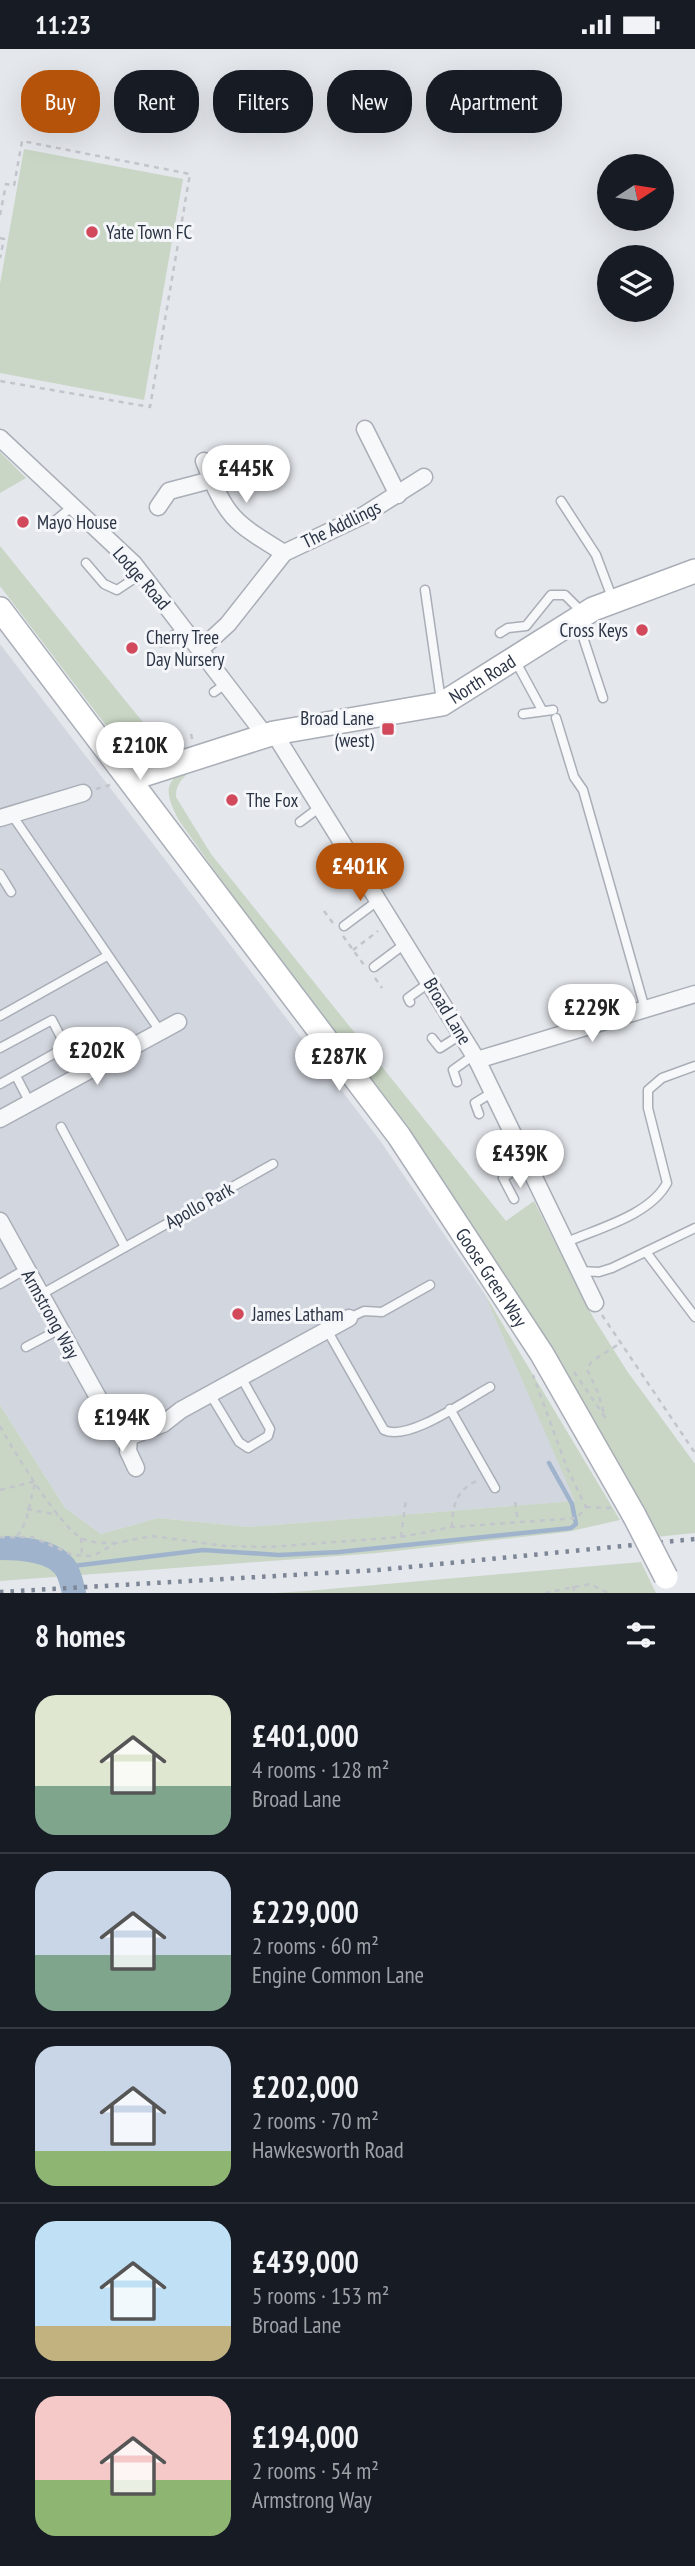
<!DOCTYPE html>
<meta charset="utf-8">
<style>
:root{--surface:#171b24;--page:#242831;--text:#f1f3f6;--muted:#9ea1a6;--line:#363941;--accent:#b45309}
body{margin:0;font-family:"PT Sans Narrow",sans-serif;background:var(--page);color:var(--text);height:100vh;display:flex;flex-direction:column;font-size:26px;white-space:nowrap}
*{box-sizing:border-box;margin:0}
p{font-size:23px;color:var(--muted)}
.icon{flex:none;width:38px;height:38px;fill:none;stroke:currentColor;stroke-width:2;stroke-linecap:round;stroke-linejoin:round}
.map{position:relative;height:1544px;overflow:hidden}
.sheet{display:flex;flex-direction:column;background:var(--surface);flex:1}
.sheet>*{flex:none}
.top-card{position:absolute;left:21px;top:21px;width:654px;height:63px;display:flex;gap:14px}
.needle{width:46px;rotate:78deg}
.controls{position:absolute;left:597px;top:105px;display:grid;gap:14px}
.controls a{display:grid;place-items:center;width:77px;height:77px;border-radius:50%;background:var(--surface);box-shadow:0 7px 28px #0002;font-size:35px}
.price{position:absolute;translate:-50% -60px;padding:0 16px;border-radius:24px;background:#fff;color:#222;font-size:23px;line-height:46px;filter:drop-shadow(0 2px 4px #0008)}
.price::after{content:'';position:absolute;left:50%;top:42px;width:21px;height:16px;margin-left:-10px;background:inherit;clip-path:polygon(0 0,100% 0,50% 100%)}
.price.active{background:var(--accent);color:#fff}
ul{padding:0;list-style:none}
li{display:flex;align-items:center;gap:21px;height:175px;padding:0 35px}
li+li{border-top:2px solid var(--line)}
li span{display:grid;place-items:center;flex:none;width:196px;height:140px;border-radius:21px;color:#555}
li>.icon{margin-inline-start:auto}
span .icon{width:84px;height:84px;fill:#fffc;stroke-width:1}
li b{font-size:30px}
h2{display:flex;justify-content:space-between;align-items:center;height:84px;padding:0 35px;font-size:30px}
.pill{padding:0 24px;border-radius:28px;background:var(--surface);box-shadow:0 7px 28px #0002;font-size:24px;line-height:63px}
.pill.active{background:var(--accent);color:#fff}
.status{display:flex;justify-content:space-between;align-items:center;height:49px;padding:0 35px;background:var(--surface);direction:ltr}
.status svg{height:19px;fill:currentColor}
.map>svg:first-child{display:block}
</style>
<div class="status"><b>11:23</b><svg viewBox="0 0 49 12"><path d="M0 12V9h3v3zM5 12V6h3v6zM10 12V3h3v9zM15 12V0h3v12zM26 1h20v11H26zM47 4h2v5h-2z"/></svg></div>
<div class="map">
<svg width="695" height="1544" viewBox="0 0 695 1544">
<rect width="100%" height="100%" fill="#e4e7ec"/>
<!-- built -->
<polygon fill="#d2d6de" points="0,595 381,1093 484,1244 576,1452 249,1478 158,1469 101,1485 65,1459 0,1356"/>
<!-- green -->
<g fill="#c9d6c5">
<polygon points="24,100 183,130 144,351 0,324 0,235"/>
<polygon points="0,403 26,429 0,444"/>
<path d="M0,497L163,698C144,697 133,686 114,687L0,537Z"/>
<path d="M196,717C186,726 175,734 176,748L211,805L506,1172L534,1152L593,1268L627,1322L695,1415V1484L655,1488L249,877L250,872L178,770C163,739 164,731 196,717Z"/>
<polygon points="484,1244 620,1471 567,1483 377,1504 0,1532 0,1356 65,1459 101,1485 158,1469 249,1478 575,1452"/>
<polygon points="641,1513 656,1544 275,1544 306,1542"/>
</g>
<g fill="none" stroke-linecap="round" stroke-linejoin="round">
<!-- stream -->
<polyline stroke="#9fb4cc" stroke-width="4.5" points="65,1518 203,1501 279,1506 339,1503 571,1479 576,1475 572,1455 549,1414"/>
<!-- river -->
<path stroke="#9fb4cc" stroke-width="24" d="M0,1499C19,1499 51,1501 64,1517C70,1524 72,1536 74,1544"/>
<!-- lane casing -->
<g stroke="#a9aeb7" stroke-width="11">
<g id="lane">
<polyline points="561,452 596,506 613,551"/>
<polyline points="51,475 73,457"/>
<polyline points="86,514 104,535 117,541 141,525"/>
<polyline points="425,541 441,652"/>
<polyline points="578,573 603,649"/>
<polyline points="500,584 508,579 526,577 551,546 565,546 582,563"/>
<polyline points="161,593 185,580"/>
<polyline points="516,613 542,661"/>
<polyline points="214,643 227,634"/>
<polyline points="523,665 553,661"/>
<polyline points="556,669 574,728 583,741 645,960"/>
<polyline points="12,766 160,982"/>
<polyline points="300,773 320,758"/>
<polyline points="0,825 11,843"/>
<polyline points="344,877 380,850"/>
<polyline points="374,918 406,894"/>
<polyline points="410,953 408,949 430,933"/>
<polyline points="0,967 107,907"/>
<polyline points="432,989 440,999 462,985"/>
<polyline points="0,999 52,971 66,998 0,1035"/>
<polyline points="16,1027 30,1054"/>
<polyline points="457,1033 453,1021 474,1006"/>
<polyline points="479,1065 475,1054 493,1043"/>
<polyline points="61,1078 125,1198"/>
<polyline points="514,1150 503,1129 527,1113"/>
<path d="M567,1193C599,1179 650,1166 667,1134L648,1059V1041L662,1029L695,1017"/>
<polyline points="646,1203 695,1268"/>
<polyline points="580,1222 599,1223 612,1219 695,1179"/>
<polyline points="0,1235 26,1220"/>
<polyline points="40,1246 273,1115"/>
<polyline points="349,1269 364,1262 382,1263 430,1236"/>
<path d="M327,1281L384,1381C408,1393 466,1351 490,1338"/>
<polyline points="26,1298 60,1280"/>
<polyline points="210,1345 239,1393 248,1399 268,1387 270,1380 241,1328"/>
<polyline points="450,1360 495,1439"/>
</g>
</g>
<!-- street casing -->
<g stroke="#a9aeb7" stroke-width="19">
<g id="street">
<polyline points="365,380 398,446"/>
<polyline points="0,389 134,515 265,686"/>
<path d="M204,412C227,469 232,472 284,504"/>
<polyline points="158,458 169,442 211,431"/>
<polyline points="201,600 228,575 284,504 364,466 424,428"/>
<polyline points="274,684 477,1011 595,1254"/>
<polyline points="0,769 83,744"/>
<polyline points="477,1011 695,945"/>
<polyline points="0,1070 178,973"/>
<polyline points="0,1172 115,1379 129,1388 163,1375 181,1361 349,1269"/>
<polyline points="129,1388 128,1402 136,1419"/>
</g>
</g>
<!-- secondary casing -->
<g stroke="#a9aeb7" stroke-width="26">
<g id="secondary">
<path id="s1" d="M0,560L399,1087L542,1305L634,1466"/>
<path id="s2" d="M130,730L274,684L442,655L593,560L695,522"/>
</g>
</g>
<!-- path -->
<g stroke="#c2c5cb" stroke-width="2.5" stroke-dasharray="5 5" stroke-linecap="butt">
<polyline points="0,166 6,135 14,137 22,92 190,125 150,358 0,332"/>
<polyline points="0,189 4,190 0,209"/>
<polyline points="191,685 193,693"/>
<polyline points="96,740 110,736"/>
<polyline points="324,862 335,877"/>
<polyline points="343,887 364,916"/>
<polyline points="353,901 378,882"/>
<polyline points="375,929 382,939"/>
<polyline points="602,1266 695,1404"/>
<polyline points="574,1323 605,1368 598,1344 587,1320 592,1312 619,1295"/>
<path d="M0,1377C13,1401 61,1480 83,1490C93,1494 105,1494 116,1494"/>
<polyline points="0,1441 36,1432"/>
<polyline points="515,1453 518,1473"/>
<polyline points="586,1458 611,1459"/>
<polyline points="27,1460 58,1466"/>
<path d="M452,1478C452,1457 457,1440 477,1432"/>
<path d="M17,1487C30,1471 29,1451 36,1432"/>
<polyline points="0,1488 32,1488 73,1506 93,1507 116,1494 152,1487 225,1497 269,1498 401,1488 452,1478 577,1469 586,1458 567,1419 533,1326"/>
<polyline points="401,1488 406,1450"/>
<polyline points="81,1489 82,1507"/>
<polyline points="573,1537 575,1544"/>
<polyline points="545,1544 590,1535 608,1544"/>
</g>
<!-- lane -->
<use href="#lane" stroke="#f7f8fa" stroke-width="8"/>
<!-- street -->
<use href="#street" stroke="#f7f8fa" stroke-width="16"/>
<!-- secondary -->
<use href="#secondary" stroke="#fff" stroke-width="23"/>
<!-- rail -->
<polyline stroke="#7d8696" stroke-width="4.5" stroke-dasharray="3.5 7" stroke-linecap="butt" points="0,1543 378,1521 695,1490"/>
<!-- secondary-bridge casing -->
<g stroke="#a9aeb7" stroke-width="26" stroke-linecap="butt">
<polyline id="secondary-bridge" points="634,1466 666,1528"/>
</g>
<!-- secondary-bridge -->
<use href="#secondary-bridge" stroke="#fff" stroke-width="23"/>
</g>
<!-- markers -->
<g fill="#d1495b" stroke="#f4f6f9" stroke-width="2.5">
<circle cx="92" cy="183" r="7"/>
<circle cx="23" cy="473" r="7"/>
<circle cx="642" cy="581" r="7"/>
<circle cx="132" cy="599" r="7"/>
<rect x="381" y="673" width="14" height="14" rx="3.5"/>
<circle cx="232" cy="751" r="7"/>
<circle cx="238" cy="1265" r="7"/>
</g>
<g text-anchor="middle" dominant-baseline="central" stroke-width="6" stroke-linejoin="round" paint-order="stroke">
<!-- poi labels -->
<g font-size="19" fill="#2b3445" stroke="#f4f6f9" text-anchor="start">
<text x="106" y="183">Yate Town FC</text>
<text x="37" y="473">Mayo House</text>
<text x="628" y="581" text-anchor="end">Cross Keys</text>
<text x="146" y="588">Cherry Tree<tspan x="146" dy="22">Day Nursery</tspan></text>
<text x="374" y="669" text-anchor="end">Broad Lane<tspan x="374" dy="22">(west)</tspan></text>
<text x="246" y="751">The Fox</text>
<text x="252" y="1265">James Latham</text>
</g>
<!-- street labels -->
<g font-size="19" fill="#2b3445" stroke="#f4f6f9">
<text transform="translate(341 475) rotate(-26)">The Addlings</text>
<text transform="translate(142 529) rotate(49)">Lodge Road</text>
<text stroke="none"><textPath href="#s2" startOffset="369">North Road</textPath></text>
<text transform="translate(448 962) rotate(59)">Broad Lane</text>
<text transform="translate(199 1156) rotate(-29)">Apollo Park</text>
<text stroke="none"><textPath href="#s1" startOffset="830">Goose Green Way</textPath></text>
<text transform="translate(51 1265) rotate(61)">Armstrong Way</text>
</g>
</g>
</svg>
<div class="controls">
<a><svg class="needle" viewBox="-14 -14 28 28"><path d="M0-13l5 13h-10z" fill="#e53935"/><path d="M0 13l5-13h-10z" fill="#9ea1a6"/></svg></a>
<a><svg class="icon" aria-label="layers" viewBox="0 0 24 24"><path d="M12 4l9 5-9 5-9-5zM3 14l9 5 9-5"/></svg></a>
</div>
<b class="price" style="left:246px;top:456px">£445K</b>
<b class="price" style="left:140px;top:733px">£210K</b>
<b class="price active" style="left:360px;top:854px">£401K</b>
<b class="price" style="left:592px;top:995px">£229K</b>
<b class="price" style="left:97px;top:1038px">£202K</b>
<b class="price" style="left:339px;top:1044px">£287K</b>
<b class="price" style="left:520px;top:1141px">£439K</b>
<b class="price" style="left:122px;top:1405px">£194K</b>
<div class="top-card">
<a class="pill active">Buy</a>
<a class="pill">Rent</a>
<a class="pill">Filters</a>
<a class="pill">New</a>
<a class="pill">Apartment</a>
</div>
</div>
<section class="sheet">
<h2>8 homes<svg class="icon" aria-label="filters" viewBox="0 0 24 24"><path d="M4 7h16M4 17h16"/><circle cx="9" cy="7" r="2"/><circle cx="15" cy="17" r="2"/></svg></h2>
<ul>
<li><span style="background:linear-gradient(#dfe7d0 65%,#7fa58c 0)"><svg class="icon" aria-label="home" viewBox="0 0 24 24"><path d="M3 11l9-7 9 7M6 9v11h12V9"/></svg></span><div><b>£401,000</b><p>4 rooms · 128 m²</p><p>Broad Lane</p></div></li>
<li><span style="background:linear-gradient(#c9d6e8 60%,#7fa58c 0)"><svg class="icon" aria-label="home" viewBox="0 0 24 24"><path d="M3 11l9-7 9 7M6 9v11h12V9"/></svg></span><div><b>£229,000</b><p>2 rooms · 60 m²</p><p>Engine Common Lane</p></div></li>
<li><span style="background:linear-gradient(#c9d6e8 75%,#8fb573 0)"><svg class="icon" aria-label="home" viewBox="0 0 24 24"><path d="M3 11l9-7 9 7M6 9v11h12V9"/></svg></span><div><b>£202,000</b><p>2 rooms · 70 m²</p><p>Hawkesworth Road</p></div></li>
<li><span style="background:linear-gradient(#bfe0f5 75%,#c2b280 0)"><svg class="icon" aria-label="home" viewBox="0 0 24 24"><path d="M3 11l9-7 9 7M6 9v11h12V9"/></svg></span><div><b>£439,000</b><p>5 rooms · 153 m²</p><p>Broad Lane</p></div></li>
<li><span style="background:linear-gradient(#f6c9c9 60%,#8fb573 0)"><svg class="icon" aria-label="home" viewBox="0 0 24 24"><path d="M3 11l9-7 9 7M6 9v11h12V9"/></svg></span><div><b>£194,000</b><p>2 rooms · 54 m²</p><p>Armstrong Way</p></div></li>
</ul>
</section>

+++++

[WHAT YOU ARE ASKED TO DO] Number of lines holding the word "column" in the material: give this value and nothing more.

[TASK RESULT] 2